[#296] Added chunked(long), chunked(Predicate<T>) #320

billoneil · 2017-07-25T02:19:22Z

#296
I have two of the implementations working and they should be truly lazy.

chunked(long chunkSize)
chunked(Predicate predicate)
chunked(Predicate predicate, boolean excludeDelimiter) ?
chunkedWithIndex(BiPredicate<T, Long> biPredicate)

I'm not sure happy with how the code turned out. The two iterators are a little dependent on each other. Maybe a better approach would be to make a more top level peeking iterator instead of hacking it like I did.

billoneil · 2017-07-27T04:42:38Z

Refactored it a bit to clean it up. The peeking iterator seems to work. Guava's version special cases remove not sure if that's necessary if its not publicly exposed.

lukaseder · 2017-07-28T14:19:53Z

Thank you very much for your suggestion. I'll review shortly

billoneil · 2017-07-28T14:37:21Z

I realized some naming is off takeWhileIterator should probably be takeUntil.

lukaseder · 2017-07-28T14:20:09Z

src/main/java/org/jooq/lambda/Iterators.java

+/**
+ * Created by billoneil on 7/26/17.
+ */
+public class Iterators {


Can you please make this class package-private

I meant to make these package-private oops.

lukaseder · 2017-07-28T14:20:52Z

src/main/java/org/jooq/lambda/PeekingIterator.java

+
+import java.util.Iterator;
+
+public interface PeekingIterator<E> extends Iterator<E> {


Same here. This is an internal type and shouldn't be public, in my opinion.

In fact, I wonder if this needs to be an interface, given we only have a single implementation so far...

lukaseder · 2017-07-28T14:31:59Z

src/main/java/org/jooq/lambda/Seq.java

+     * <p>
+     * <code><pre>
+     * // ((1,1,2), (2), (3,4))
+     * Seq.of(1, 1, 2, 2, 3, 4).chunked(n -> n %2 == 0)

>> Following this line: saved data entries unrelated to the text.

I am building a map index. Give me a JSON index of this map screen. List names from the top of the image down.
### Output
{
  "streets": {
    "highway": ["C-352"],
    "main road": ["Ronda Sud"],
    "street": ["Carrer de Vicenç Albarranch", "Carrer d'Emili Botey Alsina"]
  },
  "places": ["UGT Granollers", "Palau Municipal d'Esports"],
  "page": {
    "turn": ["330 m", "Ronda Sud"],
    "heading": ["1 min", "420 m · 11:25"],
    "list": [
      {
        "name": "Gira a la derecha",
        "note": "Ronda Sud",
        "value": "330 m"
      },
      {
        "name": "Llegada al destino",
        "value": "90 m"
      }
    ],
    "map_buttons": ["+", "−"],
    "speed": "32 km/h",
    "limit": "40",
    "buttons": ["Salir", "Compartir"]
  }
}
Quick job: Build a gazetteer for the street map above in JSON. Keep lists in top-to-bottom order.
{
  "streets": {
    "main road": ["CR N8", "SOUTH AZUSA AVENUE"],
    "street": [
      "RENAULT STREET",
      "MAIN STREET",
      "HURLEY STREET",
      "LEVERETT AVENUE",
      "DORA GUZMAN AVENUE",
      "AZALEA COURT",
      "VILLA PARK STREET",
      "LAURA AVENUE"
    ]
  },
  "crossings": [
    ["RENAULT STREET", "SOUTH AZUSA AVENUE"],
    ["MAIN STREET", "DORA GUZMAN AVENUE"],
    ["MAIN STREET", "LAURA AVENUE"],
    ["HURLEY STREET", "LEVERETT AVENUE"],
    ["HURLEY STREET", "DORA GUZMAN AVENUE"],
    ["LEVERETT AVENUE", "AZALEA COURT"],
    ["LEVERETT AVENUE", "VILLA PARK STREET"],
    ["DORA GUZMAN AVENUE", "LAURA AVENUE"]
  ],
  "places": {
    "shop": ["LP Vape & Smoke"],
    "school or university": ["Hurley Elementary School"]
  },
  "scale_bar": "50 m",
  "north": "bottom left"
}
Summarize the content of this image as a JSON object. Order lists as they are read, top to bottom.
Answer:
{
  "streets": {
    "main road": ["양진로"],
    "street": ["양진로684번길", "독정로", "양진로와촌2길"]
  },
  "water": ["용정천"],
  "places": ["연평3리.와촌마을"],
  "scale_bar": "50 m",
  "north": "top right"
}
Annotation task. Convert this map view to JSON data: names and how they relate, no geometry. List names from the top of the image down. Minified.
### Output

Hmm, I think we should exclude the chunk boundaries by default if using a predicate, and include them only explicitly. When including, the question is whether the boundary should belong to:

The ending chunk ((1, 1, 2), (2), (3, 4), ())

The beginning chunk ((1, 1), (2), (2, 3), (4))

Both chunks (?)

No chunk

Given that there is no clear preference between 1/2 and maybe even 3, the default must be 4. So, an enum might be a reasonable additional argument for this, where "no chunk" would be the default.

I was also thinking an enum would be the appropriate solution for inclusion / exclusion. It makes sense to work for all four.

The beginning chunk ((1, 1), (2), (2, 3), (4))

Should we assume the beginning chunk starts true? or should this actually return ((2), (2, 3), (4)) skipping anything before the first chunk.

No chunk

Would this be excluding the matched element? ((1, 1), (), (3))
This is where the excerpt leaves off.